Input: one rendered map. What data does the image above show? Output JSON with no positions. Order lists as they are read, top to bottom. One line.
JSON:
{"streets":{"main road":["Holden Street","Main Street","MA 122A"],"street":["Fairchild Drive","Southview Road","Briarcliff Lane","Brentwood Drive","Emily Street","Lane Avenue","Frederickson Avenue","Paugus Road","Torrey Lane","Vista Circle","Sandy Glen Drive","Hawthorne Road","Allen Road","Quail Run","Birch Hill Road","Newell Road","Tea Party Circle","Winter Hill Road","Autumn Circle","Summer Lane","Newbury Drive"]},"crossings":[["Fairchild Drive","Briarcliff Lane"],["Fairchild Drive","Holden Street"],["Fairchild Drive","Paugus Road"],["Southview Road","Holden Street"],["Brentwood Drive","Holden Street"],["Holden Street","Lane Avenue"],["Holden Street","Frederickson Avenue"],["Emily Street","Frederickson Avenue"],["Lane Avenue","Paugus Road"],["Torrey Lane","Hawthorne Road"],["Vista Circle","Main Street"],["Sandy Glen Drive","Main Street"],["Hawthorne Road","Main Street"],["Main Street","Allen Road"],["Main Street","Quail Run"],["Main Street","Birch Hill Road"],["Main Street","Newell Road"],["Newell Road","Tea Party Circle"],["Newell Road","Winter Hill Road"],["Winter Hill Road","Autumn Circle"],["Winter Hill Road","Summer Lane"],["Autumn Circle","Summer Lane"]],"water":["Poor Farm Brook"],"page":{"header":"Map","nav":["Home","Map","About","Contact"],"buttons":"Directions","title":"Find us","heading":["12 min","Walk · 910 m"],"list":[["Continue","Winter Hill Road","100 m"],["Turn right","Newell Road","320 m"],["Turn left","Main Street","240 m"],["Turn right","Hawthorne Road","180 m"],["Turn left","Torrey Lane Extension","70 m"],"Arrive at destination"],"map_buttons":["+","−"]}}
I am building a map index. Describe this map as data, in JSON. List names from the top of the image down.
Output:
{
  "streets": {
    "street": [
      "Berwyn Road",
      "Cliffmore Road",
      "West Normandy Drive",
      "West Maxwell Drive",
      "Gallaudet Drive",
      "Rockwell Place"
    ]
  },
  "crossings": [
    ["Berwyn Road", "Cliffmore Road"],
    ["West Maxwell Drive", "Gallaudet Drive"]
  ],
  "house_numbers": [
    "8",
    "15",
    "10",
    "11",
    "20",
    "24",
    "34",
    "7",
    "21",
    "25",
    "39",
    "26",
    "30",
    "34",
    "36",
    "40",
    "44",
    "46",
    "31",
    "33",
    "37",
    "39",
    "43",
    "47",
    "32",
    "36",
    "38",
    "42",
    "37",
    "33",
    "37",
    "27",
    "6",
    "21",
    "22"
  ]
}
────────────────────
**Directions for this task**
All lines with the word "Maxwell" must be located in the data and copied.

**Exercise output**
      "West Maxwell Drive",
    ["West Maxwell Drive", "Gallaudet Drive"]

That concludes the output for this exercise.